Chapter Three Alix
Chapter Three
Alix
“Can I join you?”
Alix of Hesse set aside the sketchbook she’d been holding. “Of course,” she told her brother, who dropped down to sit next to her. Insects buzzed in the air around them, which was filled with the fresh growing scents of spring, tender green shoots peeking up through the earth.
“How long have you been out here?” Ernie asked.
“A few hours?” When she’d come into the gardens, the sun had hovered above the ivy-covered brick wall; now it was nearly overhead.
But then, Alix was always losing track of time.
She would fall headfirst into whatever she was doing, a novel or a sketch or a piece on the piano, and the hours melted away like candle wax.
That must be one of the reasons she’d made a poor impression at the Russian court. Everything there ran on such a regimented schedule: meals served at the stroke of the hour, appointments carved into little thirty-minute blocks. It was maddening.

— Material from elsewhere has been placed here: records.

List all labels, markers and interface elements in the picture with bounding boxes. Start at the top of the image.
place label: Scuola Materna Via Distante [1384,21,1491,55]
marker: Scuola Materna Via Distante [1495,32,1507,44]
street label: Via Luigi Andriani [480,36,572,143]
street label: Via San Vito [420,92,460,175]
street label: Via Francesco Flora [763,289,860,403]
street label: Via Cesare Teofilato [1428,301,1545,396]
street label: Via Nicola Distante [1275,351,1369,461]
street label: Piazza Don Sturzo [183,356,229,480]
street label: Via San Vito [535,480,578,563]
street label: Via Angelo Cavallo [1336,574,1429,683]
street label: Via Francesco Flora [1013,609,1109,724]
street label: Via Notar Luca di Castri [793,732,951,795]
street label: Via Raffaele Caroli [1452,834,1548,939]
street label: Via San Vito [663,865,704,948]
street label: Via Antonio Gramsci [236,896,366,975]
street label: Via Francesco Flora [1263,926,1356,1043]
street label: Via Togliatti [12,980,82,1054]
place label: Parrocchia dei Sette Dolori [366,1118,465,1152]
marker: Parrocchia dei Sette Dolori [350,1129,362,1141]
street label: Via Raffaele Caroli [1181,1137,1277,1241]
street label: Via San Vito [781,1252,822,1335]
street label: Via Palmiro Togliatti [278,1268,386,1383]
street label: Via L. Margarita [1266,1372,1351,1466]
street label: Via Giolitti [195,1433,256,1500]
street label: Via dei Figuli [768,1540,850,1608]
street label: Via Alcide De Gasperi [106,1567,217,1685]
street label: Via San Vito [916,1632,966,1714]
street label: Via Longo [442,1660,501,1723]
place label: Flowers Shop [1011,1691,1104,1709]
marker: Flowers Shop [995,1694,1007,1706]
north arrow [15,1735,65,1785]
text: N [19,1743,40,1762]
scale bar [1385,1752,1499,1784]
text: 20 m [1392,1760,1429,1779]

Ernie leaned over to study her sketch. “Did you start this last night?”
Belatedly, Alix realized that she’d drawn the scene before her with heavy strokes of charcoal. Moody shadows crept across its surface, a bruised sky looming overhead—nothing like the sunny garden that surrounded them.

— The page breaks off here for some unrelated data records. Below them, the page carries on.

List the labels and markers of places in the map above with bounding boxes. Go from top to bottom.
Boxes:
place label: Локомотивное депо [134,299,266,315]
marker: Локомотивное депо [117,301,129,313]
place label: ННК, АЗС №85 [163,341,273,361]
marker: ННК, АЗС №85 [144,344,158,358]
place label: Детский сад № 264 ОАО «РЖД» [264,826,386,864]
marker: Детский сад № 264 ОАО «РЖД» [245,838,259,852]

“I wanted to draw a stormy day,” she replied, though Ernie wasn’t fooled. He knew the reason her mind felt turbulent, alternating between hope and despair.
Alix hurried to change the subject, nodding in the direction of the stables. “Were you out riding this morning?”

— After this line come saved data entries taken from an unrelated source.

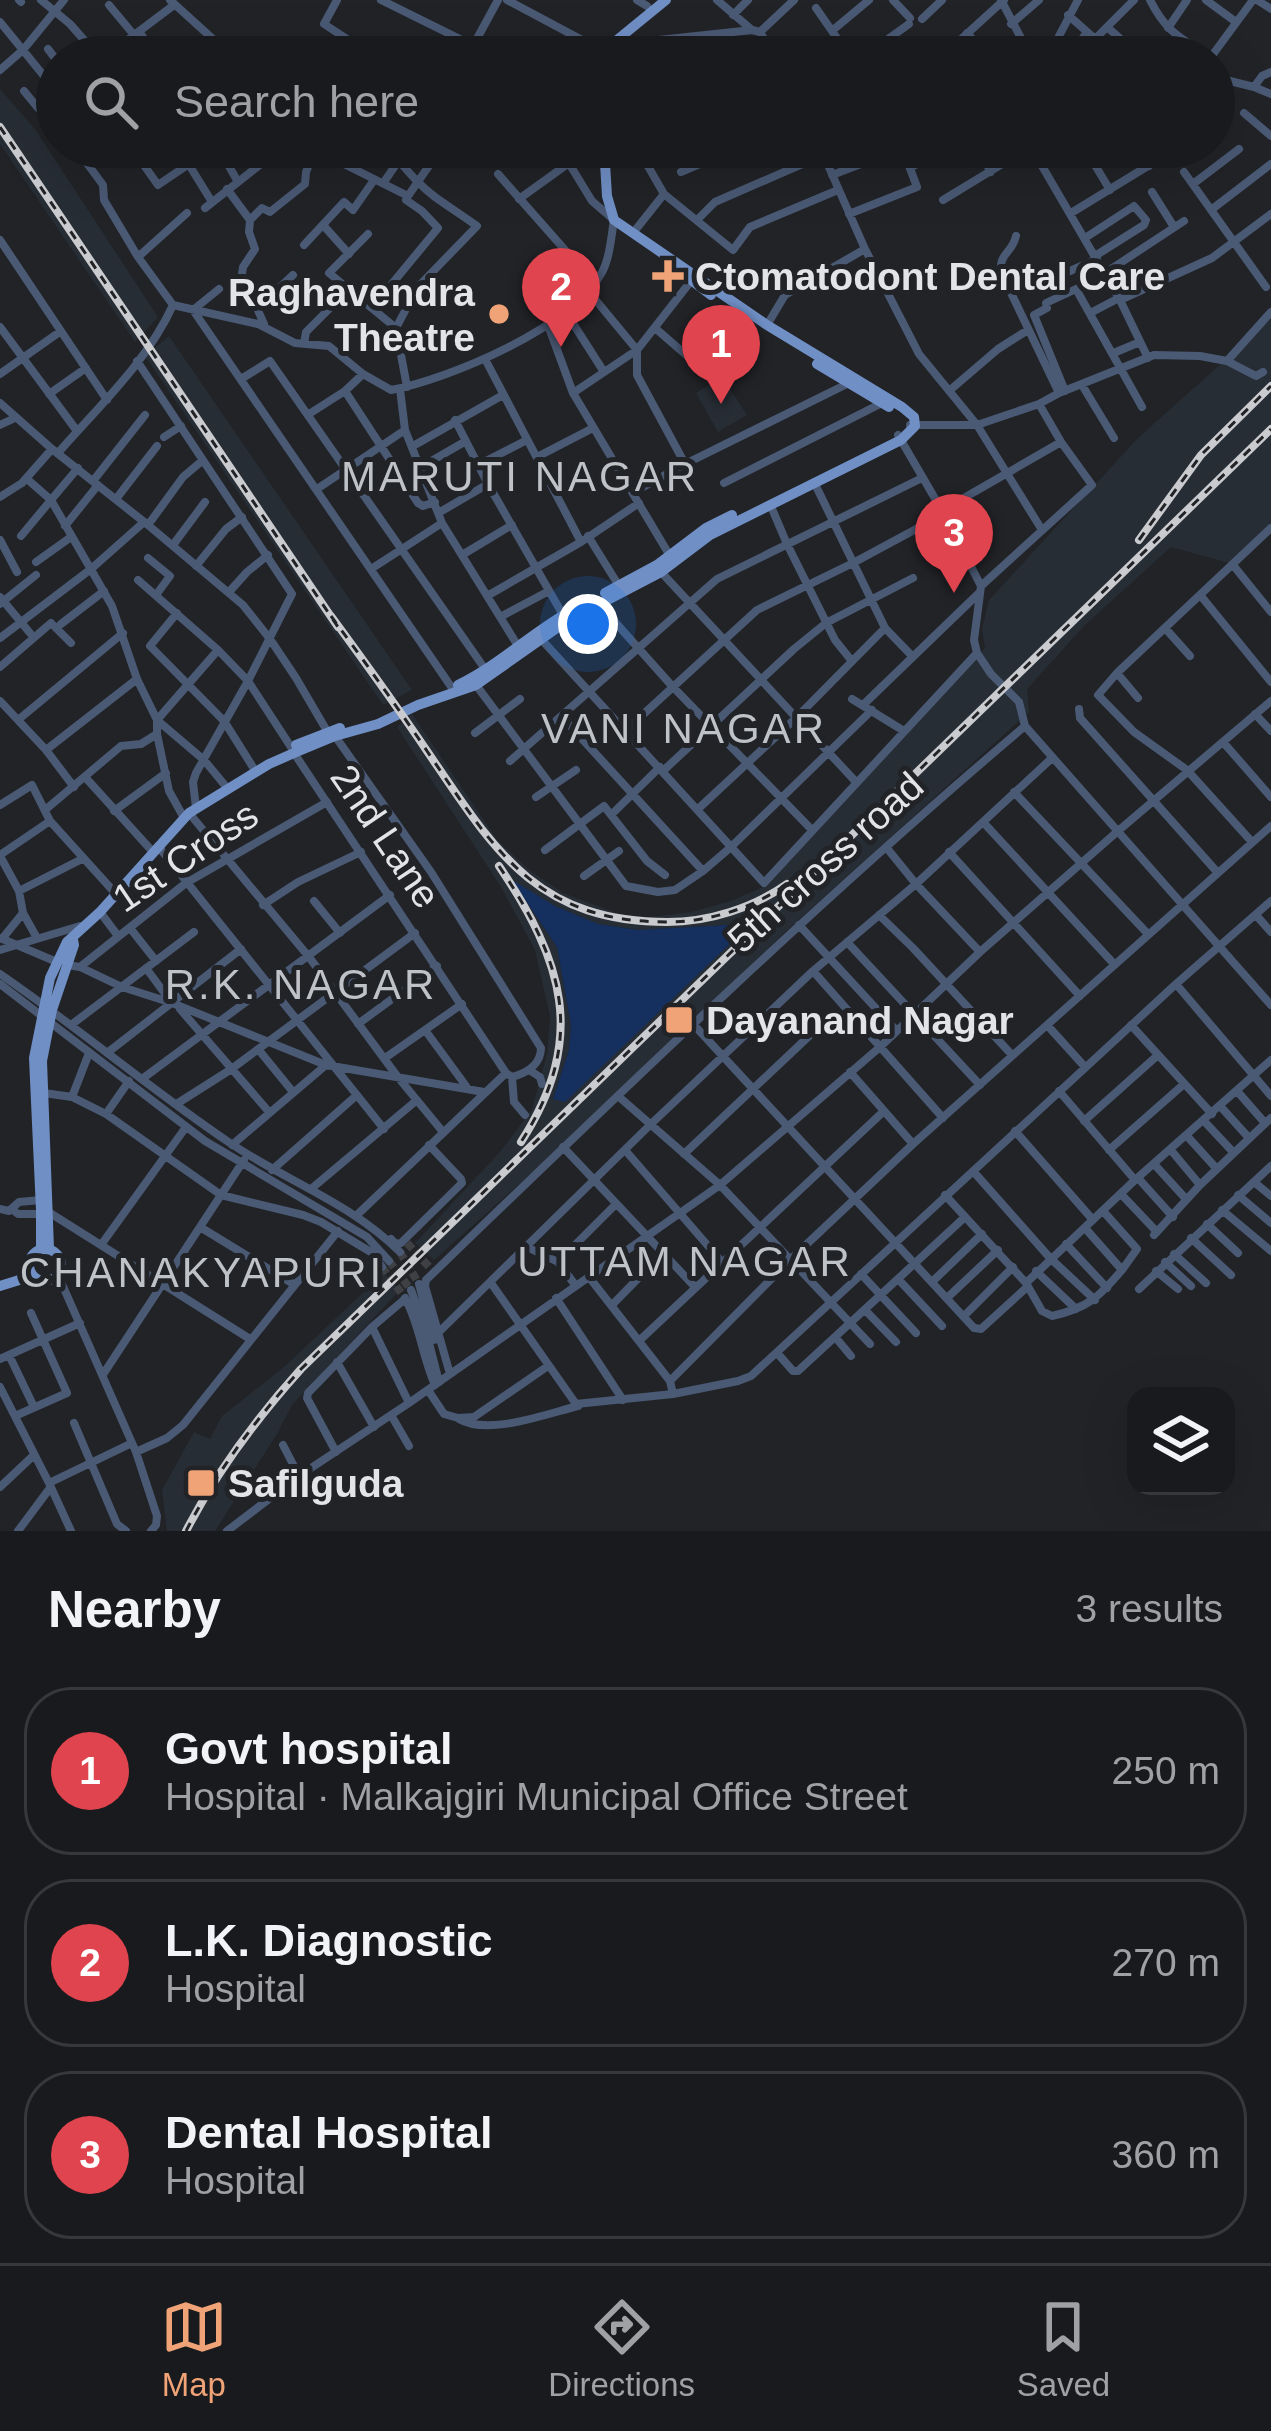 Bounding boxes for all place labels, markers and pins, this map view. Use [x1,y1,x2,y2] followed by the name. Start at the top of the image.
[522,248,600,347] pin: 2
[695,255,1165,298] place label: Ctomatodont Dental Care
[652,260,684,292] marker: Ctomatodont Dental Care
[228,271,475,359] place label: Raghavendra Theatre
[486,301,512,327] marker: Raghavendra Theatre
[682,305,760,404] pin: 1
[915,494,993,593] pin: 3
[706,999,1014,1042] place label: Dayanand Nagar
[663,1004,695,1036] marker: Dayanand Nagar
[228,1462,404,1505] place label: Safilguda
[185,1467,217,1499] marker: Safilguda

“Oh—no,” Ernie said, almost evasively. “But I might go later, if you want to join.”
“Maybe.” Alix fiddled with her charcoal stub, leaving gray streaks across the back of her knuckles.
Her grandmother—Queen Victoria, the most powerful monarch in all the world, except, perhaps, the Russian tsar—would have scolded Alix for her messy hands.
But Grandmama and all her advice, not to mention her meddling, were far off in England.
Church bells clanged from the Stadtkirche just across the road.
Alix always felt at ease here in Darmstadt, with its cobblestone streets and gabled roofs.
Her family’s “palace” was really just a spacious home, no more ostentatious than any of the massive residences in London’s new fashionable neighborhood of Mayfair.
But then, as grand duke of the minor German territory of Hesse, Alix’s father wielded little political influence.
Ernie was staring at the row of linden trees along the far wall.
He looked so much like Alix; they both had their mother’s blond hair and sky-blue eyes.
But their similarity was more than physical.
It was a dreaminess in their expressions, the distracted way they both moved through the world, as if their interior dialogues were more interesting than what others had to say.
“Don’t move,” Alix commanded, crossing her legs beneath her dress in a distinctly unladylike manner.
Ernie gave a beleaguered sigh. “Must I be your model now?”
“I’m sorry, did you have other plans for the afternoon?” Alix had already pulled out a new sheet of paper.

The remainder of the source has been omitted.